Ses origines 

C’est en 1982 que Bernard Montaud, kinésithérapeute et ostéopathe, fonde la psychanalyse corporelle à partir d’un incident ostéopathique. Une patiente sur sa table de massage est soudain prise par des sursauts, d’abord dans les bras, puis dans tout le corps. Ces sursauts sont accompagnés d’émotions qu’elle ne parvient pas à contrôler. Sans le savoir, Bernard Montaud vient de rencontrer ce qui est aujourd’hui le premier niveau de psychanalyse corporelle : les spasmes sans sens.

Intrigué par ce phénomène, Bernard Montaud et quelques amis venus d’horizons divers (médecine, kinésithérapie, arts martiaux, psychologie) cherchent à revivre cette expérience sur eux-mêmes jusqu’à être capable de réveiller à volonté ces spasmes, et les reproduire en cascade. Ils constatent alors l’apparition de « proto-mouvements », comme si le corps allumé par un lapsus puis par une cascade de lapsus, se mettait à produire des mouvements symboliques. A ces mouvements sont associés des images leur donnant un sentiment général de l’existence et produisant déjà un premier apaisement par cette rencontre avec eux-mêmes.
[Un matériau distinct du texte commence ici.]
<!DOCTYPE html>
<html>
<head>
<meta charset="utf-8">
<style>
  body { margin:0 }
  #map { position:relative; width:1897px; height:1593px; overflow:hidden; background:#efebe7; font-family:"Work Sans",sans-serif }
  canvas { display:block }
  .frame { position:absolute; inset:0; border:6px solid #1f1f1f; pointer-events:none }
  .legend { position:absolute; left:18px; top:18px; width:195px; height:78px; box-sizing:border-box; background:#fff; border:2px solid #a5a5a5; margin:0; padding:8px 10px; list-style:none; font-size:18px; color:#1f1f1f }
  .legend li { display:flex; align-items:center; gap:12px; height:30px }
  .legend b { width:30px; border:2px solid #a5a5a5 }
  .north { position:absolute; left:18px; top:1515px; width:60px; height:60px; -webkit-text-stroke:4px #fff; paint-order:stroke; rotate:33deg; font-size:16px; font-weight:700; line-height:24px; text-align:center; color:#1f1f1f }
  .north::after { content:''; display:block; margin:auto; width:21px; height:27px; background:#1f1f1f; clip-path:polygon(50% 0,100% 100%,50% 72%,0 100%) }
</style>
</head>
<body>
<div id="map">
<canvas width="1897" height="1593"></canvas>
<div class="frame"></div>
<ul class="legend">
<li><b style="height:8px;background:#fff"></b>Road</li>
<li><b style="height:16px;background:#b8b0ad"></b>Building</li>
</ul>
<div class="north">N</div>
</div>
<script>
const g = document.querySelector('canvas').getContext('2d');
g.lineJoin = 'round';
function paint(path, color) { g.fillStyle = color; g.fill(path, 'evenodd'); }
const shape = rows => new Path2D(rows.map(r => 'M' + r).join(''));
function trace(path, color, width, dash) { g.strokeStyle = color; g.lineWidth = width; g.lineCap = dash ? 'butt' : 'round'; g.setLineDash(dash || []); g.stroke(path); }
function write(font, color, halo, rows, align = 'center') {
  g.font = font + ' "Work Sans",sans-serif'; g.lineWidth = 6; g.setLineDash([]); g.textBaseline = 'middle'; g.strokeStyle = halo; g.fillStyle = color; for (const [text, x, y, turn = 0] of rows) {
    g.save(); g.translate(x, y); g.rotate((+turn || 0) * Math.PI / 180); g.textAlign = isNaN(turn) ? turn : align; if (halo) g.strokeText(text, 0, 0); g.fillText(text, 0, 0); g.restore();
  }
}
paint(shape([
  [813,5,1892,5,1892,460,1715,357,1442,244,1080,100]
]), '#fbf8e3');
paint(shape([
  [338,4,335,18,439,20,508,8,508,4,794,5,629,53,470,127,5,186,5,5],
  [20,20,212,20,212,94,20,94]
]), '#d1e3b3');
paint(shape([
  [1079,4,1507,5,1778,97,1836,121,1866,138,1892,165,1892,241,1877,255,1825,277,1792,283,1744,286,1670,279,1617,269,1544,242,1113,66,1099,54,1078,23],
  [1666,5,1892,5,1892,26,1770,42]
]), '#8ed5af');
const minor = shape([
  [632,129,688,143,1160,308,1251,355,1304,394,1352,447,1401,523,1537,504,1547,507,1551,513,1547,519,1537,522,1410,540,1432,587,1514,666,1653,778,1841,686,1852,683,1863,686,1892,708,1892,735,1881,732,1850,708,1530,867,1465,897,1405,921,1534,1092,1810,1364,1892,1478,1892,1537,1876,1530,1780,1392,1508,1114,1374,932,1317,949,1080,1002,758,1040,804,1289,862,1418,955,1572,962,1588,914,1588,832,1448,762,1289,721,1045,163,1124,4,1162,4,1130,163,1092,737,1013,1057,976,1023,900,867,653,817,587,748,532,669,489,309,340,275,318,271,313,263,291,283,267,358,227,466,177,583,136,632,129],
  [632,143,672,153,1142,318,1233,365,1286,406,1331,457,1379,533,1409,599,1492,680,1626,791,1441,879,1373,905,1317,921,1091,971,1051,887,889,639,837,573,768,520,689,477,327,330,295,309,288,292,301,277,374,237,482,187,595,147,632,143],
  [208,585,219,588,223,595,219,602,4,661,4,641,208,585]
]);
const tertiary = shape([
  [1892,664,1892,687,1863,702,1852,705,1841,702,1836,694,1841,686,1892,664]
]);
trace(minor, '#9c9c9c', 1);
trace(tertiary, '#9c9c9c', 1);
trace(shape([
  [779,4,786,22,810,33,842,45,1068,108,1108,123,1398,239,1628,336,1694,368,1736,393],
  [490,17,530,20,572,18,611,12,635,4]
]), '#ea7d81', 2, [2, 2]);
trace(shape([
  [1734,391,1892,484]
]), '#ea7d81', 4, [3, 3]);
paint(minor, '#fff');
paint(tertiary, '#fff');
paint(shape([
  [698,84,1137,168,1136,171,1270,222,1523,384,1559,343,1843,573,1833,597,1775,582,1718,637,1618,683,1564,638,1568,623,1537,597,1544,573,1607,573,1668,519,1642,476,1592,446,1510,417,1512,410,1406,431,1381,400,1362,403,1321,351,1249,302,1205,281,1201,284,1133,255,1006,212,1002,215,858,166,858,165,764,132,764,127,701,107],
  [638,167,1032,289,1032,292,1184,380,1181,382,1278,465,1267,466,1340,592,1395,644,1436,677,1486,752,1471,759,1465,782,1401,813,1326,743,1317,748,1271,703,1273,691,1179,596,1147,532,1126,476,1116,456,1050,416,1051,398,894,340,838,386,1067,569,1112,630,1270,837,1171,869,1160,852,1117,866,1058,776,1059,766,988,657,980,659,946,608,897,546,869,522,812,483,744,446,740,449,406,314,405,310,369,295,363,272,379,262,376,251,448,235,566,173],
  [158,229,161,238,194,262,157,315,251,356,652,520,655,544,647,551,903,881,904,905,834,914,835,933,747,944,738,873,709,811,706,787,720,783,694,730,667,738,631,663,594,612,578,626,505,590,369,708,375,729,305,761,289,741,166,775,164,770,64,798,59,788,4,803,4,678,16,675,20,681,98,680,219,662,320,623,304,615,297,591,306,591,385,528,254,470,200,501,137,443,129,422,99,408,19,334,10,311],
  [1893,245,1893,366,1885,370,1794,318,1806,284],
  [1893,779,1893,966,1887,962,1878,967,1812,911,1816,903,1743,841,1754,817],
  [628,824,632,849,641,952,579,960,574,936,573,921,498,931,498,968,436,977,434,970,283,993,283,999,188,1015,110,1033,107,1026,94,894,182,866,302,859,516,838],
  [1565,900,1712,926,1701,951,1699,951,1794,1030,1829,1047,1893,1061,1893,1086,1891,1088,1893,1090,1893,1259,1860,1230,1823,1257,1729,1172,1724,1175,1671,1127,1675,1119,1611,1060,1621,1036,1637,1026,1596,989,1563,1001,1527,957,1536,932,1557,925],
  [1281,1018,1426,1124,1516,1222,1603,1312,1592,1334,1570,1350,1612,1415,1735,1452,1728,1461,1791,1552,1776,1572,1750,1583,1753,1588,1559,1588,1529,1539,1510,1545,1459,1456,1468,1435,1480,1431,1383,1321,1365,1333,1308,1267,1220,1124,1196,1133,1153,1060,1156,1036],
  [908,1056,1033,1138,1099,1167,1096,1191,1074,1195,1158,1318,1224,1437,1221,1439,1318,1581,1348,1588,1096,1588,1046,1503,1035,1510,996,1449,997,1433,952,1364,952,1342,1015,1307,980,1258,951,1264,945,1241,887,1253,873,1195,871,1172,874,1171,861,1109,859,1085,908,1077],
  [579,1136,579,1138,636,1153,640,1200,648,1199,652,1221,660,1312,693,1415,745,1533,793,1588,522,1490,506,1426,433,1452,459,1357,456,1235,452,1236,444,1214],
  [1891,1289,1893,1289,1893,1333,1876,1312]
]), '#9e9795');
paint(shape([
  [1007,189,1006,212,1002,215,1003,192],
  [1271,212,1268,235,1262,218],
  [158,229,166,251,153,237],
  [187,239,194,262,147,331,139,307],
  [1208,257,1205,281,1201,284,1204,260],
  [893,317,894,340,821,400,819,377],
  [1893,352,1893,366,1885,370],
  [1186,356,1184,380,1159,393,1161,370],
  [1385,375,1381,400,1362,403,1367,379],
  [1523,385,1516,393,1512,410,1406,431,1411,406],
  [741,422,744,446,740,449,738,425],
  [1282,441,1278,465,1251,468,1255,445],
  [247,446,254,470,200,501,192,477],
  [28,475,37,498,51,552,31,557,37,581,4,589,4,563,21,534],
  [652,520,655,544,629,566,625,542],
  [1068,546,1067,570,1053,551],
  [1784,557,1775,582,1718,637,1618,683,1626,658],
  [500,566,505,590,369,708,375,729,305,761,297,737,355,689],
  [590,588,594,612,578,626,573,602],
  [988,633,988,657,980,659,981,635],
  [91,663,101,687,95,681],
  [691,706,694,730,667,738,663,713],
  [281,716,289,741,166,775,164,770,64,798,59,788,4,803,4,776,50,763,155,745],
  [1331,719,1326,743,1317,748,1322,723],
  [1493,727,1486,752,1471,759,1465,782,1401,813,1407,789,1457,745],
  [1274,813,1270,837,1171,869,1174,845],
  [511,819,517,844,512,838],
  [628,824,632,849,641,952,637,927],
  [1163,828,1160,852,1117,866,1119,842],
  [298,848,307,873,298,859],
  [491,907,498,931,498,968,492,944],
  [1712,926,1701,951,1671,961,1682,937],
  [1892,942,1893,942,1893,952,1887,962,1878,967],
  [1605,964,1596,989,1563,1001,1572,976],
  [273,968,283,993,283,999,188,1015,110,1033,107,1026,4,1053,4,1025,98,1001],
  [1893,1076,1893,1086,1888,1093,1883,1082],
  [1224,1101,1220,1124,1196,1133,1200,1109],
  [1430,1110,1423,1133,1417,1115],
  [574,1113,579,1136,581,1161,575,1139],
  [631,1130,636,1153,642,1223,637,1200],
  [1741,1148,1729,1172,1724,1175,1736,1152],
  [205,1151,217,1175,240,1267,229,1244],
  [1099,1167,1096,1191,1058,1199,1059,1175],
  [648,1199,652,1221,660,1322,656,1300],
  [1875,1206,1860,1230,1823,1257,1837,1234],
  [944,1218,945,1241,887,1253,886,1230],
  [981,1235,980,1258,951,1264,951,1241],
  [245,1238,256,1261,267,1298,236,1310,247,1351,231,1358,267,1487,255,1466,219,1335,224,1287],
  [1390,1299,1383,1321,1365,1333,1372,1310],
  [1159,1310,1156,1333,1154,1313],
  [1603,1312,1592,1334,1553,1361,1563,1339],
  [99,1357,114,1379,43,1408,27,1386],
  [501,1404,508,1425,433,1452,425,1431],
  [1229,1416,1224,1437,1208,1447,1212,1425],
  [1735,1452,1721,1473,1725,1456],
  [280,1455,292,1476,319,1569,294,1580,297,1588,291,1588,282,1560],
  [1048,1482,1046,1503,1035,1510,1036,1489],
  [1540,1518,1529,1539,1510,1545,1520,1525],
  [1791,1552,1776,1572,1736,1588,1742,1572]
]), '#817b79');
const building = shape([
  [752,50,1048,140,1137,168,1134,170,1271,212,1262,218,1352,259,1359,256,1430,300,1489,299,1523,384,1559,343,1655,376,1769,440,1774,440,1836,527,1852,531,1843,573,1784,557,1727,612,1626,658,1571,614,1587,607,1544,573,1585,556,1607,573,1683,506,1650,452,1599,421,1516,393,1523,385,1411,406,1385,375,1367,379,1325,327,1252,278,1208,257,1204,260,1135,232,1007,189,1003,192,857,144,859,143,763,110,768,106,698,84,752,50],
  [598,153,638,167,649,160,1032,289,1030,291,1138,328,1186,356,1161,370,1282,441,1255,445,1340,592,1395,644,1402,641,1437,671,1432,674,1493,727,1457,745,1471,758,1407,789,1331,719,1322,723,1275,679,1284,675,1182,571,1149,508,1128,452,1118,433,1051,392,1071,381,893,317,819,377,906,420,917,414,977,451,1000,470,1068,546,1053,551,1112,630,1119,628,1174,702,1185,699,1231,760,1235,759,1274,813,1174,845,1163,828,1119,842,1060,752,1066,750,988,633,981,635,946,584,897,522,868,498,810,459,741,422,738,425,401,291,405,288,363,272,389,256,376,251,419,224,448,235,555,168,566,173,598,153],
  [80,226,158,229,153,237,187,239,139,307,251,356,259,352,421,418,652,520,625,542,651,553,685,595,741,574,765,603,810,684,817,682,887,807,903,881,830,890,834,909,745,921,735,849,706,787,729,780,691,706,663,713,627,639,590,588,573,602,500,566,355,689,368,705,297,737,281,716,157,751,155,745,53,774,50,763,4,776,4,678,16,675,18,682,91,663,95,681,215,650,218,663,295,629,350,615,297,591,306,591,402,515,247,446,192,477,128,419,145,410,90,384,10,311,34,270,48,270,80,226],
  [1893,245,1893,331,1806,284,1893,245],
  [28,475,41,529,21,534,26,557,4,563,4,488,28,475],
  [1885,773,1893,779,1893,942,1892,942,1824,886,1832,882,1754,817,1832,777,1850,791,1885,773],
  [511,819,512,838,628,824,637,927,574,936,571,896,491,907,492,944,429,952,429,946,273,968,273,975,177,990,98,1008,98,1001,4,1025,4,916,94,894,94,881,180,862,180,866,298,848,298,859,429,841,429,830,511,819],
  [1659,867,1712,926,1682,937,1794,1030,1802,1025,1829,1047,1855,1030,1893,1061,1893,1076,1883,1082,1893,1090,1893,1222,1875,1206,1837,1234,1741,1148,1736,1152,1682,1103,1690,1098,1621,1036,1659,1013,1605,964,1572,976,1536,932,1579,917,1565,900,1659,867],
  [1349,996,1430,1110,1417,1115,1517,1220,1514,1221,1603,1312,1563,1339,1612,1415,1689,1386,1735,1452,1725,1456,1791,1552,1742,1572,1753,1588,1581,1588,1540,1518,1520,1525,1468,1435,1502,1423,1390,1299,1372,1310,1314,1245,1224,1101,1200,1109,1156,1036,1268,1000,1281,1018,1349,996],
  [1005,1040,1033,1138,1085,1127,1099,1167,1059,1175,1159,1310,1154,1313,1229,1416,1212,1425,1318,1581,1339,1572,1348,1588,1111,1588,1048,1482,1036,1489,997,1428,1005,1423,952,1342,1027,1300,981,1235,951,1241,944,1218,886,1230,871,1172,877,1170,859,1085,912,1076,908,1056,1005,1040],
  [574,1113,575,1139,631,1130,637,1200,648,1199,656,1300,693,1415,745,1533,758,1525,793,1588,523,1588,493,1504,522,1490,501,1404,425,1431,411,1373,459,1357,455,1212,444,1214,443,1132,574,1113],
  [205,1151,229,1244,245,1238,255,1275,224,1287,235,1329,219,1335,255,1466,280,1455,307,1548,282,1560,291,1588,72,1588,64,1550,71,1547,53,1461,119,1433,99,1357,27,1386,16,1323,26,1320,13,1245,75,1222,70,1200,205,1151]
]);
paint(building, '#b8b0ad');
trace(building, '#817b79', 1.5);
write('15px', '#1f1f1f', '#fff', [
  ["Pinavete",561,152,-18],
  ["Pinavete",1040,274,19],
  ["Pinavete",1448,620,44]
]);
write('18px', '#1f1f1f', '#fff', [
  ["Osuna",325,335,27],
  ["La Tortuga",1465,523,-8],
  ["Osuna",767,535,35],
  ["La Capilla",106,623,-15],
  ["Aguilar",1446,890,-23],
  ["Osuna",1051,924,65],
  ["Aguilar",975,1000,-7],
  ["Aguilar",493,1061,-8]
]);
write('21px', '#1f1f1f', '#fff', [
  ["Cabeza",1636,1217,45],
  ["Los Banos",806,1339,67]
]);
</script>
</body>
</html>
Attiré par cette méthode corporelle de découverte de soi, une clientèle différente apparaît, prête à expérimenter un rythme soutenu de séances. Cet engagement permet d’entrer dans une plus grande intimité avec soi-même. Les mouvements sont de plus en plus précis, les émotions de plus en plus claires et progressivement c’est tout le film de leur histoire personnelle qui se dévoile.

A cette époque, l’instauration de « verbalisation après séance » s’avère nécessaire tellement il y a distorsion entre le souvenir de l’événement et le revécu corporel du même événement. Le corps et le cerveau livrent deux versions différentes de l’histoire du sujet.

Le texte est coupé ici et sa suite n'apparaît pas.